*** Block opens ***
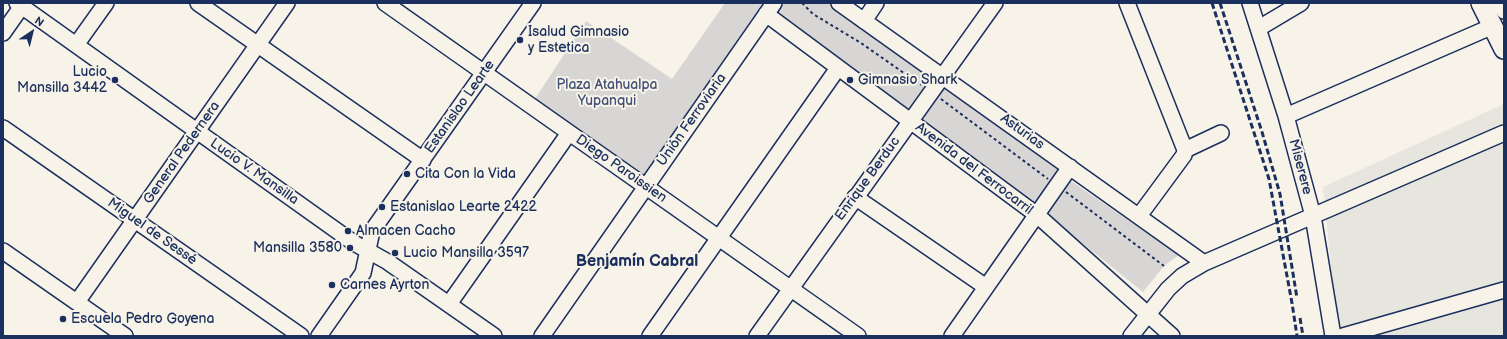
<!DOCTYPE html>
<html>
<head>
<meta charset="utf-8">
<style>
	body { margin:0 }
	#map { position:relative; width:1507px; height:339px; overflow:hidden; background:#f7f3e8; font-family:"Balsamiq Sans",sans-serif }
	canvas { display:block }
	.frame { position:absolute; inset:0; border:4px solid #1b2f5e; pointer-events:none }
	.north { position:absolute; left:12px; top:12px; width:40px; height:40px; -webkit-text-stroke:3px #f7f3e8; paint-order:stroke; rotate:35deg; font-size:11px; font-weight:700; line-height:16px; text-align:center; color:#1b2f5e }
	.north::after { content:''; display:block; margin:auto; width:14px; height:18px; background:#1b2f5e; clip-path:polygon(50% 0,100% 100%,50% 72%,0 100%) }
</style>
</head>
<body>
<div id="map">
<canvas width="1507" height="339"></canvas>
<div class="frame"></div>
<div class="north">N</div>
</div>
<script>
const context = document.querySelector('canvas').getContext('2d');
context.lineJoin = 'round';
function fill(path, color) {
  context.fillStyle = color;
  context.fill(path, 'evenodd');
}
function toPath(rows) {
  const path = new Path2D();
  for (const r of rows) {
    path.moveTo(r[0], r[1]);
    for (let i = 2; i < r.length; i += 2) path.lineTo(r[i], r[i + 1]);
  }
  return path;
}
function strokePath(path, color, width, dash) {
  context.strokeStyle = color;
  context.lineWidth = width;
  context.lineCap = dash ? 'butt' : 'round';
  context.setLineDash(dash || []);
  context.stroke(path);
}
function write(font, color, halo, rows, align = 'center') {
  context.font = font + ' "Balsamiq Sans",sans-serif';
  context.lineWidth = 4;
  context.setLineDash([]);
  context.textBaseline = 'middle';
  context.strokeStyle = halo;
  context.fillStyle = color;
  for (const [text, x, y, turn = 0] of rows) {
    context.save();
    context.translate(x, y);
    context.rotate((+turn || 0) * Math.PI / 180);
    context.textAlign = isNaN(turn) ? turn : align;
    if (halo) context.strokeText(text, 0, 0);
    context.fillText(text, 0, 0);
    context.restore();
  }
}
fill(toPath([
	[1504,104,1504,336,1338,336,1323,187]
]), '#e6e5de');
fill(toPath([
	[725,3,772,3,648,179,533,102,586,21,672,79],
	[777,3,834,3,935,75,907,116,769,14],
	[944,82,1065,168,1035,211,918,123],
	[1071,181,1179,255,1164,266,1143,292,1046,214]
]), '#d7d6d4');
const minor = toPath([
	[17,3,354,243,388,262,494,336],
	[198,3,423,160],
	[385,3,858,336],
	[839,3,1204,263],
	[1127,3,1185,150],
	[1250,3,1286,116,1313,216,1333,336],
	[1498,3,1504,11],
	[766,14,1037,215,1172,336],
	[864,21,876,3],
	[1259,28,1301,3],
	[3,33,22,6],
	[76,45,106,3],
	[1286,116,1493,26],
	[3,128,301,336],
	[855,197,986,287],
	[1139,216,1184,155,1185,150,1221,133],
	[3,251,125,336],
	[77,302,287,3],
	[449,304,569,133],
	[319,336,363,273,372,231,533,3],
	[542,336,774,3],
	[650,336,838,68],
	[757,336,995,3],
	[952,336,1070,167],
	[1131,336,1168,289,1182,276,1204,263,1504,133],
	[1343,336,1504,290]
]);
const major = toPath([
	[1481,3,1504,49]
]);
strokePath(minor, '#1b2f5e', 18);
strokePath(major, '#1b2f5e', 22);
strokePath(toPath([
	[802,3,813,14,861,43,921,85],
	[941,99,1048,179],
	[1066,192,1164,266]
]), '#1b2f5e', 2, [3, 3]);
strokePath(minor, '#f7f3e8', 15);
strokePath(major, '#f7f3e8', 19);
strokePath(toPath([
	[1212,3,1269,179,1292,303,1297,336],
	[1220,3,1262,132,1280,194,1297,298],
	[1300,318,1303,336]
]), '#1b2f5e', 3, [6, 3]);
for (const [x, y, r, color] of [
	[520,40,4,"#1b2f5e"],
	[115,80,4,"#1b2f5e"],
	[850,80,4,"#1b2f5e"],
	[407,174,4,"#1b2f5e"],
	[382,207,4,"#1b2f5e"],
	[348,231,4,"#1b2f5e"],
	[350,248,4,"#1b2f5e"],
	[395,253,4,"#1b2f5e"],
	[332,285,4,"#1b2f5e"],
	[63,319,4,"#1b2f5e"]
]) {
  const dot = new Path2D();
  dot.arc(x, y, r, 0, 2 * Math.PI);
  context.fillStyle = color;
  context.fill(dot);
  strokePath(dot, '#f7f3e8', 1.5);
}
write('14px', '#1b2f5e', '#f7f3e8', [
	["Isalud Gimnasio",528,32],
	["y Estetica",528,48],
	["Lucio",107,72,"right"],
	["Mansilla 3442",107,88,"right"],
	["Gimnasio Shark",858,80],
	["Cita Con la Vida",415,174],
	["Estanislao Learte 2422",390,207],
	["Almacen Cacho",356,231],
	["Mansilla 3580",342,248,"right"],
	["Lucio Mansilla 3597",403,253],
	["Carnes Ayrton",340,285],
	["Escuela Pedro Goyena",71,319]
], 'left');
write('14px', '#415076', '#f7f3e8', [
	["Plaza Atahualpa",607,85],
	["Yupanqui",607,101]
]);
write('14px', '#1b2f5e', '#f7f3e8', [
	["Estanislao Learte",460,107,-55],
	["Unión Ferroviaria",692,120,-55],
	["Asturias",1022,132,36],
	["General Pedernera",182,153,-55],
	["Miserere",1300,167,75],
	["Diego Paroissien",621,169,35],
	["Avenida del Ferrocarril",974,169,37],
	["Lucio V. Mansilla",254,172,35],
	["Enrique Berduc",868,179,-54],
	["Miguel de Sessé",152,232,35]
]);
write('bold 16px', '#1b2f5e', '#f7f3e8', [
	["Benjamín Cabral",637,262]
]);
</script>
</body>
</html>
*** Block closes ***
**EXERCISE REQUIREMENTS**
Show me every line in the data above that includes "lineWidth".

**SOLUTION TO THIS PROBLEM**
  context.lineWidth = width;
  context.lineWidth = 4;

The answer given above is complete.